Treat the ammonia with an Amquell or Chlor-AmX product, the nitrite with
some salt, then bring up your buffer/KH with baking soda. Decreasing pH
using an acide decreases the buffer, so you end up playing a balancing act.
I think getting it to 6.6 is not a realistic goal. Now 8.4 with buffer at
100-150 is realistic.

High pH, above 8.5 is very likely why you're having an algae bloom. Higher
plant forms can not take up the nutrients like some variety of algae can
(and there is always a variety of algae that can survive what ever
condition water is in) when pH is above 8.4. It gets more difficult for
higher plant forms at 8.0 and harder as it goes up to darn near impossible
once over 8.5. Similar with pH is low 6.5 and under. ~ jan

On 10 Jun 2004 18:44:29 -0700, (Greg Costanzo) wrote:


Well it happened..a few nice days of crystal clear water .... and
bam.... now i have a lovely algae bloom.

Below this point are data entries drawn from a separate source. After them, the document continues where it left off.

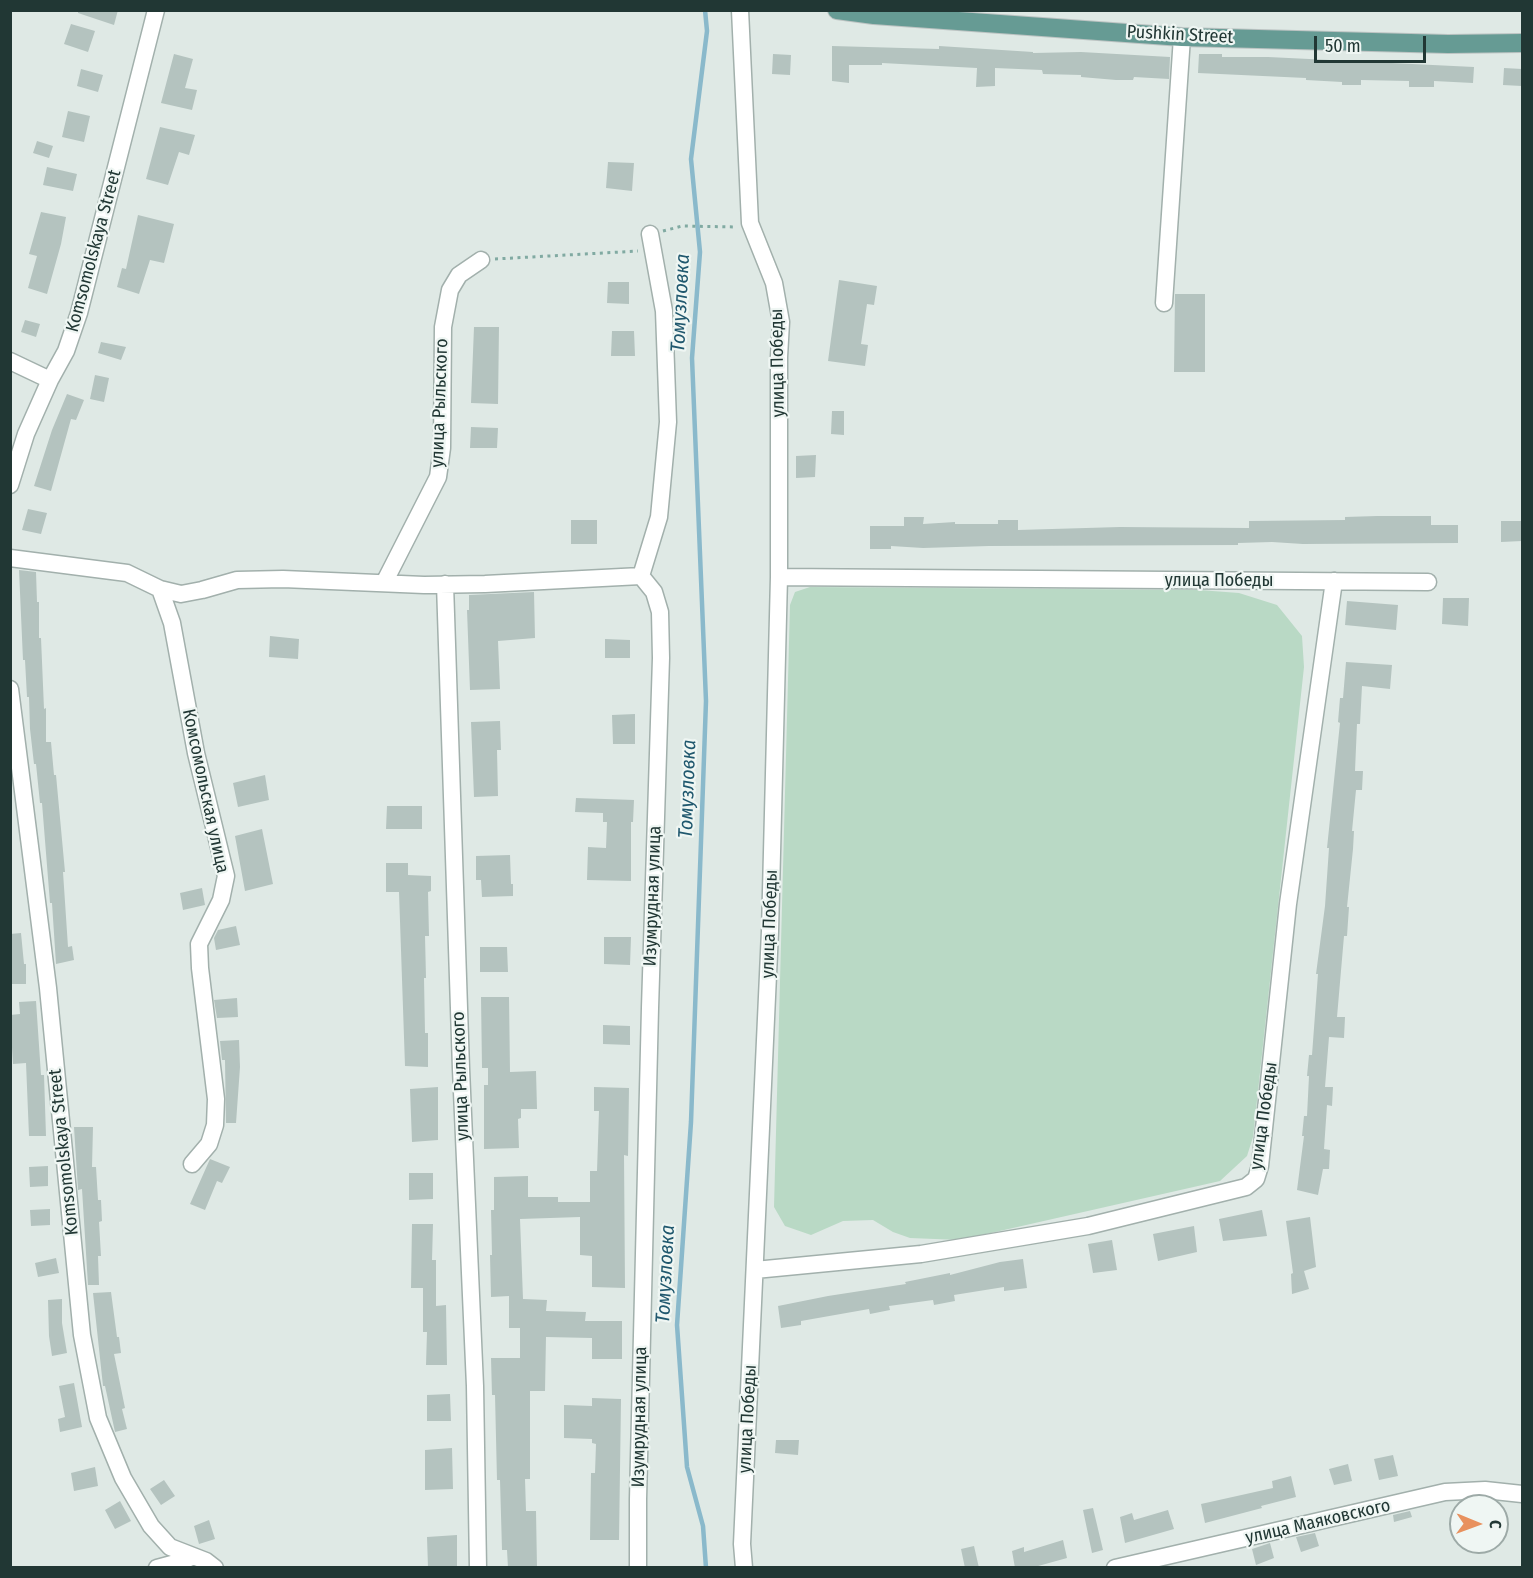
<!DOCTYPE html>
<meta charset="utf-8">
<style>
body{margin:0}
#map{position:relative;width:1533px;height:1578px;overflow:hidden;background:#dfe9e5;font-family:"Fira Sans Condensed",sans-serif}
canvas{display:block}
.frame{position:absolute;inset:0;border:12px solid #213734;pointer-events:none}
.north{position:absolute;left:1449px;top:1494px;width:60px;height:60px;box-sizing:border-box;background:#eff6f3;border:2px solid #9daaa7;border-radius:50%;rotate:91deg;font-size:16px;font-weight:700;line-height:24px;text-align:center;color:#213734}
.north::after{content:'';display:block;margin:auto;width:21px;height:27px;background:#e8915e;clip-path:polygon(50% 0,100% 100%,50% 72%,0 100%)}
.scale{position:absolute;left:1314px;top:36px;width:112px;height:27px;box-sizing:border-box;border:3px solid #213734;border-top:0;padding-left:8px;font-size:18px;line-height:21px;white-space:nowrap;color:#213734;-webkit-text-stroke:4px #eff6f3;paint-order:stroke}
</style>
<div id="map">
<canvas width="1533" height="1578"></canvas>
<div class="frame"></div>
<div class="north">С</div>
<div class="scale">50 m</div>
</div>
<script>
const ctx = document.querySelector('canvas').getContext('2d');
ctx.lineJoin = 'round';
function fill(path, color) { ctx.fillStyle = color; ctx.fill(path, 'evenodd'); }
const shape = rows => new Path2D(rows.map(r => 'M' + r).join(''));
function strokePath(path, color, width, dash) { ctx.strokeStyle = color; ctx.lineWidth = width; ctx.lineCap = dash ? 'butt' : 'round'; ctx.setLineDash(dash || []); ctx.stroke(path); }
function drawText(font, color, halo, rows, align = 'center') {
  ctx.font = font + ' "Fira Sans Condensed",sans-serif'; ctx.lineWidth = 4.5; ctx.setLineDash([]); ctx.textBaseline = 'middle'; ctx.strokeStyle = halo; ctx.fillStyle = color; for (const [text, x, y, turn = 0] of rows) {
    ctx.save(); ctx.translate(x, y); ctx.rotate((+turn || 0) * Math.PI / 180); ctx.textAlign = isNaN(turn) ? turn : align; if (halo) ctx.strokeText(text, 0, 0); ctx.fillText(text, 0, 0); ctx.restore();
  }
}
fill(shape([
 [810,587,1199,590,1239,593,1277,605,1302,636,1304,667,1253,1137,1247,1156,1220,1181,960,1240,910,1238,893,1232,873,1220,843,1221,811,1235,785,1226,774,1207,790,605,795,592]
]), '#b9d9c5');
strokePath(shape([
 [705,10,707,31,691,159,700,252,692,358,706,701,691,1122,677,1325,687,1467,703,1526,706,1568]
]), '#8ab9cb', 4.5);
fill(shape([
 [78,10,118,10,114,25,78,13],
 [71,24,95,31,88,52,64,44],
 [832,46,939,49,939,46,1033,52,1033,53,1081,52,1170,57,1169,79,1134,77,1133,80,1116,80,1081,77,1081,75,1043,74,1042,70,995,68,995,86,976,87,977,68,882,63,882,65,849,65,849,83,832,81],
 [174,54,193,59,185,88,197,90,192,110,161,103],
 [773,54,791,55,790,75,772,74],
 [1199,54,1222,54,1222,57,1268,57,1474,67,1473,83,1434,81,1434,87,1409,87,1409,81,1361,80,1361,85,1342,85,1342,82,1306,80,1306,78,1198,73],
 [1504,68,1522,69,1522,86,1503,85],
 [81,69,103,75,98,92,77,86],
 [68,111,90,116,84,142,62,137],
 [160,127,195,135,189,155,179,152,168,185,146,179],
 [37,141,53,146,49,158,33,153],
 [608,162,634,163,632,191,606,188],
 [47,167,77,174,73,191,43,185],
 [41,212,66,217,61,244,47,294,28,288,37,256,29,254],
 [138,215,174,224,164,263,150,260,139,294,117,287,122,268,126,269],
 [839,280,877,286,874,305,867,304,861,344,868,345,865,366,828,361],
 [608,282,629,282,629,304,607,303],
 [1175,294,1205,294,1205,372,1174,372],
 [25,320,40,324,36,337,21,332],
 [474,327,499,327,498,404,471,403],
 [612,331,634,331,635,356,611,356],
 [101,342,126,347,121,360,98,353],
 [95,375,109,378,104,402,90,399],
 [67,394,84,400,76,420,71,419,51,491,34,486,52,430],
 [832,411,844,411,844,435,831,434],
 [471,427,498,428,497,448,470,448],
 [816,455,815,477,796,478,796,456],
 [28,509,47,513,41,534,22,530],
 [1377,516,1431,516,1431,525,1458,525,1458,543,1303,544,1272,542,1238,543,1238,545,989,546,923,548,891,546,891,549,870,549,870,526,904,526,904,517,924,517,923,524,955,522,955,524,998,524,998,520,1018,520,1018,530,1120,527,1249,528,1249,521,1345,520,1345,517],
 [571,520,597,520,597,544,571,544],
 [1501,521,1522,521,1522,541,1501,542],
 [19,570,36,572,37,602,39,602,39,638,41,638,44,709,46,708,46,742,51,742,54,775,56,775,65,872,63,872,68,947,72,946,74,960,56,964,52,903,50,903,42,803,40,803,36,764,34,764,30,729,29,697,27,697,25,660,23,660],
 [534,592,535,638,498,641,500,689,470,690,467,610,469,610,469,595],
 [1443,598,1469,598,1468,626,1442,624],
 [1347,601,1398,605,1396,630,1345,625],
 [270,636,299,639,298,659,269,657],
 [605,639,630,640,630,658,605,658],
 [1346,662,1392,665,1390,689,1362,686,1360,724,1357,724,1355,771,1363,771,1362,790,1356,790,1352,831,1354,831,1353,849,1347,907,1349,907,1347,936,1344,936,1337,1017,1345,1017,1344,1038,1329,1037,1325,1087,1333,1087,1332,1106,1327,1105,1324,1149,1330,1150,1329,1169,1323,1169,1318,1195,1297,1190,1304,1136,1302,1136,1304,1116,1307,1116,1309,1076,1307,1076,1309,1055,1312,1055,1318,974,1316,974,1325,906,1329,848,1327,848,1340,723,1338,722,1340,698,1343,698],
 [635,714,635,744,613,744,612,715],
 [500,721,501,750,497,750,498,796,474,797,471,722],
 [265,775,269,800,238,807,233,783],
 [576,798,634,800,633,822,631,822,631,881,587,880,588,847,606,848,607,822,603,822,603,813,575,812],
 [387,806,422,806,422,829,386,829],
 [262,829,273,884,245,891,235,836],
 [510,855,511,884,513,884,513,896,482,897,481,880,476,880,476,856],
 [386,863,408,863,408,875,431,876,431,891,428,892,429,936,425,936,426,978,424,978,425,1033,428,1033,428,1067,405,1066,399,892,386,892],
 [202,888,205,905,183,910,180,893],
 [236,926,240,945,216,950,214,938,218,930],
 [21,933,24,964,26,964,26,984,10,984,10,934],
 [604,937,631,937,630,965,604,964],
 [480,947,507,947,508,972,480,972],
 [481,997,509,997,510,1072,536,1071,537,1109,521,1109,521,1118,518,1119,519,1148,484,1149,484,1085,488,1085,488,1068,482,1068],
 [237,998,238,1017,217,1018,214,1000],
 [36,1001,41,1075,44,1075,46,1136,29,1136,26,1063,13,1064,10,1015,20,1014,19,1002],
 [603,1025,630,1026,630,1045,603,1044],
 [239,1040,240,1067,236,1123,226,1123,225,1060,222,1060,220,1041],
 [438,1087,438,1140,412,1142,410,1089],
 [594,1087,629,1088,628,1156,624,1155,625,1288,592,1287,592,1256,580,1255,580,1217,520,1219,523,1299,547,1300,546,1311,586,1312,585,1321,622,1321,622,1359,592,1359,592,1338,546,1337,545,1391,530,1391,530,1479,525,1479,526,1511,536,1511,537,1568,508,1568,507,1550,502,1550,500,1480,497,1480,495,1395,492,1395,491,1358,520,1358,520,1328,509,1328,509,1296,491,1297,490,1255,492,1255,491,1210,494,1210,494,1177,528,1176,528,1197,558,1197,558,1202,590,1202,590,1171,597,1171,599,1111,594,1111],
 [74,1127,93,1127,92,1167,96,1167,98,1200,101,1200,102,1221,99,1222,101,1256,98,1256,99,1285,88,1285,82,1189,78,1190],
 [210,1159,230,1167,222,1183,217,1181,205,1210,190,1204],
 [48,1166,48,1186,30,1187,29,1167],
 [409,1173,433,1173,433,1199,409,1200],
 [50,1209,50,1225,31,1226,30,1210],
 [1262,1210,1267,1236,1223,1241,1219,1219],
 [1310,1217,1316,1267,1304,1271,1309,1289,1292,1294,1291,1274,1293,1273,1286,1221],
 [412,1224,433,1224,432,1260,436,1260,436,1306,446,1305,447,1365,426,1365,427,1332,423,1332,423,1288,411,1288],
 [1194,1226,1197,1252,1158,1261,1153,1234],
 [1112,1240,1117,1270,1093,1273,1088,1244],
 [56,1258,59,1273,38,1277,35,1263],
 [1023,1259,1027,1288,1004,1291,1004,1287,954,1295,955,1301,934,1305,933,1300,889,1306,890,1310,870,1314,869,1309,801,1321,801,1325,781,1328,778,1306,828,1296,906,1284,905,1282,950,1273,950,1275,1000,1262],
 [111,1292,117,1337,119,1337,121,1353,114,1354,125,1408,122,1409,127,1429,115,1432,105,1386,103,1386,93,1293],
 [62,1299,62,1323,67,1353,52,1356,49,1336,48,1300],
 [74,1383,82,1427,60,1432,58,1419,65,1417,59,1386],
 [450,1394,451,1421,427,1421,427,1395],
 [592,1398,621,1399,619,1540,590,1540,591,1473,595,1473,596,1444,592,1443,592,1439,564,1438,564,1405,592,1406],
 [776,1440,799,1440,798,1455,775,1453],
 [452,1448,453,1489,425,1490,425,1450],
 [1393,1455,1398,1476,1379,1480,1374,1459],
 [1348,1464,1352,1481,1334,1485,1329,1469],
 [95,1467,98,1486,74,1491,71,1473],
 [1291,1476,1296,1497,1261,1506,1262,1508,1205,1523,1201,1504,1273,1488,1272,1481],
 [164,1480,175,1496,161,1505,150,1489],
 [120,1501,131,1521,115,1529,105,1510],
 [1093,1508,1103,1550,1092,1553,1083,1510],
 [1168,1510,1174,1529,1125,1543,1120,1517,1132,1513,1134,1520],
 [1410,1511,1412,1517,1394,1522,1393,1515],
 [209,1520,215,1539,199,1544,194,1526],
 [1315,1533,1319,1546,1301,1552,1296,1537],
 [457,1535,457,1568,428,1568,427,1537],
 [1063,1540,1067,1558,1031,1568,1015,1568,1012,1551,1024,1547,1024,1552],
 [1270,1543,1274,1558,1256,1565,1252,1549],
 [974,1546,979,1568,965,1568,961,1549]
]), '#b4c3bf');
const minor = shape([
 [740,10,750,223,774,283,781,322,779,357,779,577,770,931,742,1544,744,1568],
 [1164,303,1182,37],
 [10,361,50,380],
 [10,485,26,434,50,380,66,351,79,313,156,10],
 [10,558,127,573,160,589,181,594,202,590,237,580,283,579,424,585,485,584,641,576],
 [779,577,1428,582],
 [384,583,438,477,442,448,443,327,450,290,459,275,481,260],
 [445,584,461,1069,475,1386,478,1568],
 [160,589,172,623,196,753,226,876,221,900,199,944,200,968,216,1099,215,1125,209,1144,192,1164],
 [10,689,48,988,82,1335,98,1418,123,1478,151,1526,170,1547,206,1561,215,1568],
 [755,1270,921,1254,1088,1226,1246,1187,1256,1179,1260,1166,1288,904,1334,581],
 [157,1568,183,1561,193,1556],
 [638,1568,638,1499,650,1008,661,658,660,612,654,592,641,576,659,517,668,422,664,311,650,234],
 [1115,1568,1445,1492,1485,1490,1522,1494]
]);
const major = shape([
 [837,10,874,15,1182,37,1448,44,1522,43]
]);
strokePath(minor, '#a2b0ac', 19);
strokePath(major, '#bcc3c2', 20);
strokePath(shape([
 [663,231,682,226,737,227],
 [495,259,638,251]
]), '#81aaa2', 3, [3, 4.5]);
strokePath(minor, '#fff', 16);
strokePath(major, '#669b94', 18);
drawText('18px', '#213734', '#eff6f3', [
 ["Pushkin Street",1180,35,3],
 ["Komsomolskaya Street",94,251,-75],
 ["улица Победы",778,363,-91],
 ["улица Рыльского",440,403,-88],
 ["улица Победы",1219,581],
 ["Комсомольская улица",205,791,78],
 ["Изумрудная улица",653,896,-88],
 ["улица Победы",770,924,-88],
 ["улица Рыльского",461,1076,-92],
 ["улица Победы",1264,1116,-82],
 ["Komsomolskaya Street",64,1152,-96],
 ["Изумрудная улица",640,1417,-89],
 ["улица Победы",748,1419,-87],
 ["улица Маяковского",1318,1522,-13]
]);
drawText('italic 20px', '#20586e', '#eff6f3', [
 ["Томузловка",681,303,-87],
 ["Томузловка",688,789,-88],
 ["Томузловка",666,1274,-87]
]);
</script>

I would like to get rid of
it some how -- so it looks like a "clean" pond but yet I'd also like
to make sure it's an ecosystem (balanced!!) so I'm hesitant to put in
a UV sterilizer to kill away all algae. My nitrate/nitrite levels are
low (0.1 mg/mL nitrite // under 5 mg/L nitrate); KH is about 50 ppm;
ammonia levels are well under 0.6 mg/L; and lastly, but what could be
the problem, my pH skyrocketed from last week being nearly 8.5 pushing
almost close to nine. I am currently lowering my pH to about 6.6 but
as you all probably know I have to do this 0.5 per day so I don't
stress my fish out (I only have two koi).

Should lowering my pH help out or what else can I do so i have clear
but natural water??? (natural meaning a healthy amount of algae not a
green mess!)


Thank you all... this google group thing is probably the best
invention anyone has come up with :-) take care!!